My near and dear remained reasonably hale and hearty.
 
I did spend an awful lot of the day cleaning up after a slightly sick mother, however. I won’t go into details, but the clean up involved back-to-back laundry that lasted well into the night and a lot of on-my-knees scrubbing.
 
When she wasn’t being sick, the mother was longing to go for long walks in the open air—until she actually felt the wind blowing on her face.
 
I popped her into the car to search for the ice cream. She enjoyed the ride, but the frozen treat didn’t materialize. We found egg-nog ice cream and gingerbread ice cream. For some reason, peppermint stick was impossible to come by.
 
Luckily, my brother showed up in the middle of the afternoon to visit with the mother so I could work on the cookies.
 
Nevertheless, the baking process got a bit muddled. First I put too much milk in the dough (the recipe below gives the correct, not the Tinky, amount of milk).
 
Then I sprinkled sugar everywhere and spilled dough on the kitchen floor.
 
I couldn’t find my cutting board so I tried rolling the cookies out on a plate. They were a bit misshapen.
 
Finally, I tried to answer the phone while measuring vanilla and ended up with very pungent icing.
 
After all this I just plain didn’t have the energy to color and pipe the icing. I simply slathered icing onto the cookies, took advantage of the wonderful holiday sprinkles Wilton recently sent to me (really, I think sprinkles could save the world), and threw the things onto a plate.
 
As you can see from the photo above, I let the setting sun do its thing and dapple the cookies; I figured the light was nature’s decoration. And who am I to mess with nature?
 
Luckily, the cookies still tasted amazingly good—and brightened the day considerably. My mother also brightened up after a dose of sugar and sprinkles. She tried to feed one to the dog, but I explained that Truffle wouldn’t be able to fit into her Santa suit if she ate cookies.
 
My birthday wasn’t a perfect day, but it ended with laughter and good flavors. And I consoled myself with the thought that I will get a redo next year when I turn 39 yet again.
 
Merry Christmas to all.

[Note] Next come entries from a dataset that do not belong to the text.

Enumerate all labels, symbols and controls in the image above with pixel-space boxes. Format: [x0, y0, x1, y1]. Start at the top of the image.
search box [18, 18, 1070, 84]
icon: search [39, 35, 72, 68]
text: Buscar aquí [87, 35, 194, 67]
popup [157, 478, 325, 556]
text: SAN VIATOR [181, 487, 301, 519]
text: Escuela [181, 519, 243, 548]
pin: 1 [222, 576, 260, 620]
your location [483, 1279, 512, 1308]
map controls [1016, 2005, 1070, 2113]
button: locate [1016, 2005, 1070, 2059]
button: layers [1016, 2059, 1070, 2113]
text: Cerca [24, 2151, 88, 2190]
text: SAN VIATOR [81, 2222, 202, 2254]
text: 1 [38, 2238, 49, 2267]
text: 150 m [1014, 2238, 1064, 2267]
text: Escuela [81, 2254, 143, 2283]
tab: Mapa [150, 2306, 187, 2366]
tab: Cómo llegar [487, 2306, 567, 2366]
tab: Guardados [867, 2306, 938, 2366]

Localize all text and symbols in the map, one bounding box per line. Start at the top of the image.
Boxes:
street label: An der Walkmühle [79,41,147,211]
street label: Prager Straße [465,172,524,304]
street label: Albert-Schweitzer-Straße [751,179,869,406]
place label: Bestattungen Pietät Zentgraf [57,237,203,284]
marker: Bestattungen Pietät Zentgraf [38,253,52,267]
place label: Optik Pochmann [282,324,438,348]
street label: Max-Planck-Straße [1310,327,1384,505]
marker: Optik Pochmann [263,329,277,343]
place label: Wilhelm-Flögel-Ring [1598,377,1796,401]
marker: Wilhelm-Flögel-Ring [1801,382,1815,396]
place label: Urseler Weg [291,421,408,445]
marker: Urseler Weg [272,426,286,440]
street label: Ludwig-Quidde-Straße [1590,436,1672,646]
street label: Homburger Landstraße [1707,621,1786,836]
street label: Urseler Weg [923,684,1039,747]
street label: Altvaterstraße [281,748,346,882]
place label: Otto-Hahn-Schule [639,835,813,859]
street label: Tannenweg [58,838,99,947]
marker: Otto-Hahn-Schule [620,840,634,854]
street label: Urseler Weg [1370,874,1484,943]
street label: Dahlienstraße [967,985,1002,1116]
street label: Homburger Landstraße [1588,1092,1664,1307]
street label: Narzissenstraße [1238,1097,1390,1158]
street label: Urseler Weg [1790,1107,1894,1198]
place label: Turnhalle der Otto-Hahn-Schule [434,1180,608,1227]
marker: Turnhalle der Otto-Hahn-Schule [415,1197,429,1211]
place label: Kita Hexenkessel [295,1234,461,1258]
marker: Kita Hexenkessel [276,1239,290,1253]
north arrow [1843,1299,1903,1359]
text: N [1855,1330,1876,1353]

And remember, a loving family, sprinkles, and a cute dog can get you through just about any minor disaster.
 
Marge’s Star Sugar Cookies
 
This cookie recipe was given to me years ago by my friend and fellow thespian Marge Matthews. It’s simple and tasty. What more does one need in a Christmas cookie?
 
Ingredients:
 
3/4 cup butter (1-1/2 sticks)
3/4 cup sugar
1 teaspoon vanilla
1 egg
4 teaspoons milk
2 cups flour
1-1/2 teaspoons baking powder
1/4 teaspoon salt
 
Instructions:
 
Cream together the butter, sugar, and vanilla. Add the egg and milk, and beat until light and fluffy. Blend the dry ingredients and stir them into the creamed mixture.
 

Divide the dough into manageable pieces (2 or 3; it depends on how comfortable you are rolling out dough). Cover the dough, and chill it for at least one hour.
 
On a lightly floured surface, roll the dough to a thickness of 1/8 inch. Cut into shapes and bake on an ungreased cookie sheet at 375 degrees for 5 to 8 minutes (if you roll them out clumsily you may have to wait 10 minutes), or until the cookies begin to turn golden around the edges. 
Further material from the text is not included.